Xanathar’s Guide to Everything and Tasha’s Cauldron of Everything are rules content expansions - they don’t just include, say, more monsters, or stuff for a specific setting: rather, they provide general expansions to the content available in any game by extending rules mechanics and adding “setting-generic” subclasses etc.
(Indeed, WotC clearly consider these a distinct type, as the “Expansion Gift Set” explicitly bundles them together and refers to them as the “significant expansions” to 5e.)

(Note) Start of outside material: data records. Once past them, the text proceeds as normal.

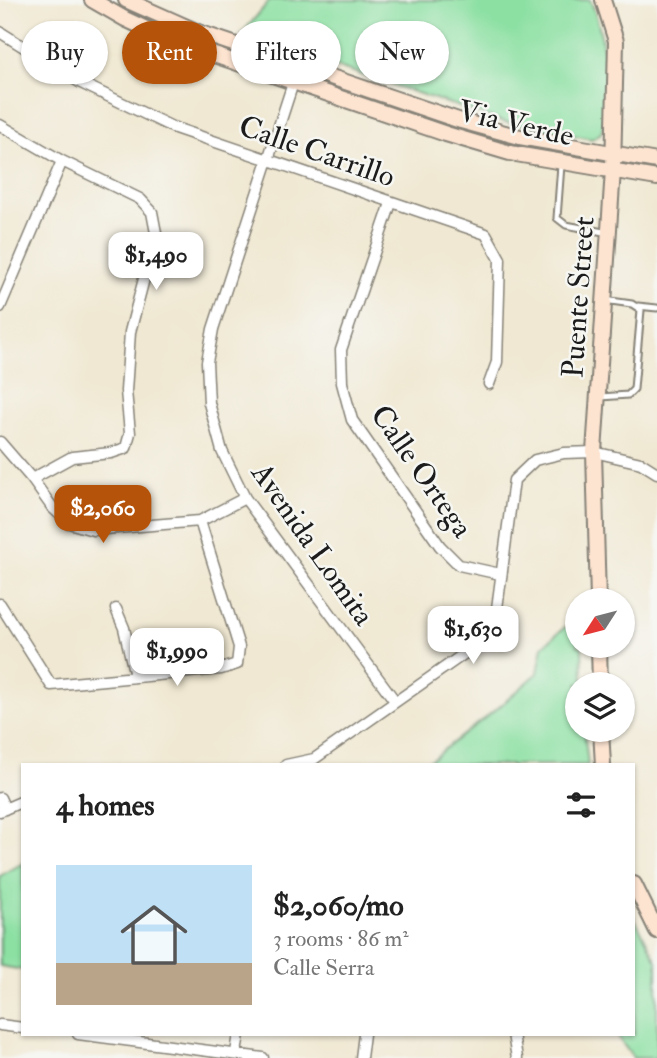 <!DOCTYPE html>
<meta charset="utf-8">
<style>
:root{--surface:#fff;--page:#f6f6f6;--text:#222;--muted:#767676;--line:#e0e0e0;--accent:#b45309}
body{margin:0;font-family:"IM FELL Double Pica",serif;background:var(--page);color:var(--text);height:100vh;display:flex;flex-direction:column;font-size:26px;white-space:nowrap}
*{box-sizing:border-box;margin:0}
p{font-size:23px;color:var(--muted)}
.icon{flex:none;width:38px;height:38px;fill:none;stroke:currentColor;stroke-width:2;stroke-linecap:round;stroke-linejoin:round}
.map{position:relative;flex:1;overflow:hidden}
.details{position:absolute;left:21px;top:763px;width:614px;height:273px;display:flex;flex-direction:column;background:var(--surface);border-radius:0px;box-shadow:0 2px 5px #0004}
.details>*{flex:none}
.guide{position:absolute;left:21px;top:21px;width:616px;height:63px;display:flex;gap:14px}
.needle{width:46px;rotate:234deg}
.fabs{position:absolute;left:565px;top:588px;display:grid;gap:14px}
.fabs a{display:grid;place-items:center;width:70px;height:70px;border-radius:50%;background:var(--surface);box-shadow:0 2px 5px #0004;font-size:35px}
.price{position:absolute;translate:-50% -60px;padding:0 16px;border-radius:14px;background:#fff;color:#222;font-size:23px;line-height:46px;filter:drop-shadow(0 2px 4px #0008)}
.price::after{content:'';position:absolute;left:50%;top:42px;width:21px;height:16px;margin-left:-10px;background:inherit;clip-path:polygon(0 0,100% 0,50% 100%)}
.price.active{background:var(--accent);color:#fff}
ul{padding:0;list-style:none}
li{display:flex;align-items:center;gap:21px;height:175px;padding:0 35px}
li+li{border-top:2px solid var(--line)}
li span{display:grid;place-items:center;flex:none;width:196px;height:140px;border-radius:0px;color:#555}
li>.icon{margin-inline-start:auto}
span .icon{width:84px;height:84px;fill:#fffc;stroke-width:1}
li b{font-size:30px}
h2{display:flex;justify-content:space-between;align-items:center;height:84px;padding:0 35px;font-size:30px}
.tag{padding:0 24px;border-radius:32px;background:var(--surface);box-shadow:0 2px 5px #0004;font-size:24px;line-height:63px}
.tag.active{background:var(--accent);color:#fff}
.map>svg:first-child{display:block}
</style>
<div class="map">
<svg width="657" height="1058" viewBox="0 0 657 1058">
<rect width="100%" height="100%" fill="#f6f6f2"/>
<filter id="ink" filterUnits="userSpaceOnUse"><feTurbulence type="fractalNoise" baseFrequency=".0143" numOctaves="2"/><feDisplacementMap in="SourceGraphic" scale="14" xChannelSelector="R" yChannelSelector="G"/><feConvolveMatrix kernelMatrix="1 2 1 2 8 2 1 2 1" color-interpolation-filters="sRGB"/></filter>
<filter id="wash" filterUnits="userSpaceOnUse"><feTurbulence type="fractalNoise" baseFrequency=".00686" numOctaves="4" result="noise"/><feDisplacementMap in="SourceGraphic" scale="28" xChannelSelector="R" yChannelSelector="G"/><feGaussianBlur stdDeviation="1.57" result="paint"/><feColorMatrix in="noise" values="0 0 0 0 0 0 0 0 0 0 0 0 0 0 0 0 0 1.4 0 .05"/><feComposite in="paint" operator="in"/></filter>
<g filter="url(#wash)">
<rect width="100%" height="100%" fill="#f0e8d2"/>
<path fill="#8be0a2" stroke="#547e5f" stroke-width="2" d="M270 0H590C605 32 611 99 601 133L592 139 502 121 241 35Z
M565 627 577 632 578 646H582L583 684H578V730H584L588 765H424L499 707 538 673 543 646Z
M23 863V970L0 966V876Z
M634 917 657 961V1058H633L616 1034H634Z"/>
</g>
<g filter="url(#ink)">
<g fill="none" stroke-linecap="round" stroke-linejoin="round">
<defs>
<path id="lane" d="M561 165 557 218 566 225 609 233
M638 306 657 308
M601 397 628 395 634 389 641 310 632 304 604 300"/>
<path id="street" d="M0 32 81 83 172 127 486 234 500 259 497 362 489 384
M293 83 213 329 207 362 209 403 222 451 245 498 395 701
M0 125 62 161 140 199 152 212 156 233 130 332 126 391 130 433 126 448 111 453 72 457 32 479
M391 203 341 350 342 383 352 420 440 546 459 565 500 574
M0 307 62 161
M0 442 32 479 52 507 69 523 93 530 200 521 245 498
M0 604 51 685 221 669 237 664 239 647 200 521
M116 609 124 628 135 676
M286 765 314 759 471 649 496 616 514 480 535 460 564 453 594 452 641 463 657 473
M0 798 5 809
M0 811 23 801
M0 1025 23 1028
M78 1034 263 1058
M513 1034 517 1058
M236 1053 239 1034
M361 1058 364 1034"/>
<path id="secondary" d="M92 0 125 19 170 40 446 134 510 153 657 178
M126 0 198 32 461 121 520 137 657 161
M598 600 594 452 613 170 616 41 603 0
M599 646 600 684
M601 730 603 765
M634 884 657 931"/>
</defs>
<use href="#lane" stroke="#868277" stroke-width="9"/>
<use href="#street" stroke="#868277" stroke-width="13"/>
<use href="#secondary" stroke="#868277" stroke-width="18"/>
<use href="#lane" stroke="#fff" stroke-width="5"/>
<use href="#street" stroke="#fff" stroke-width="10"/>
<use href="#secondary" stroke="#fde4d1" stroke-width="14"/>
</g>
</g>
<g text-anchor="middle" stroke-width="5" stroke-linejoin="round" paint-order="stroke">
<g font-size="30" fill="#1c1c1c" stroke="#f6f6f2">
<text transform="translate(516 123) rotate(13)" y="10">Via Verde</text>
<text transform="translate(317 151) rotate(19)" y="10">Calle Carrillo</text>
<text transform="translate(578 297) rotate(-86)" y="10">Puente Street</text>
<text transform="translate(422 471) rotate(55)" y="10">Calle Ortega</text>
<text transform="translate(313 544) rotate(55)" y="10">Avenida Lomita</text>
</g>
</g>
</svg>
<div class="fabs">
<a><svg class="needle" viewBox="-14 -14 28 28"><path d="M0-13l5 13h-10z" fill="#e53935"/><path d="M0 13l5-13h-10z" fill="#767676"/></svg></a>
<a><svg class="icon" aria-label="layers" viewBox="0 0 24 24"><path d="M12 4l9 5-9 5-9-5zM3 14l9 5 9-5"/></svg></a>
</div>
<b class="price" style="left:156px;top:292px">$1,490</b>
<b class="price active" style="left:103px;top:545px">$2,060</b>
<b class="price" style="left:473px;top:666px">$1,630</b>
<b class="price" style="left:177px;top:688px">$1,990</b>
<div class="guide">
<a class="tag">Buy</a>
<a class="tag active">Rent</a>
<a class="tag">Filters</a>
<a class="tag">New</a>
</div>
<section class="details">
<h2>4 homes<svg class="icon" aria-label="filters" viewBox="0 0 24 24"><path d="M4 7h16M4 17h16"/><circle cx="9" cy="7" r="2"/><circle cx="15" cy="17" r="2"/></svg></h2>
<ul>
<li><span style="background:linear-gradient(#bfe0f5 70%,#b9a48a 0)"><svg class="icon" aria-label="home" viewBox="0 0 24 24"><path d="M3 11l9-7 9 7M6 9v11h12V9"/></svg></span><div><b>$2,060/mo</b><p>3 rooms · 86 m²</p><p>Calle Serra</p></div></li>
</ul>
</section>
</div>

The remainder of the books published outside of the core are:

Settings books (for Sword Coast (Faerun), Ravnica, Eberron, Wildemount, Theros, Ravenloft, Strixhaven, Spelljammer, Acquisitions Incorporated)
Adventures (mostly set in Faerun): 15 of them plus 4 “anthologies” of individual short scenarios. Quality variable in the extreme.
Monster manuals: Volo’s Guide to Monsters, Mordenkainen’s Tome of Foes (and revised edition, “Mordenkainen Presents: Monsters of the Multiverse”), Fizban’s Treasury of Dragons, Boo’s Astral Menagerie
and the odd one out, the Elemental Evil Player’s Companion (which is a sort of “settings-lite” book for the Princes of the Apocalypse adventure, or alternatively a “Sword Coast Adventurer’s Guide addendum”).

Most people I’ve talked to tend to consider XGtE and TCoE as being distinct things from those above other classes (I might consider parts of VGtM as being potentially the nearest thing), and I think that’s what Ren is getting at when she phrases stuff the way she does.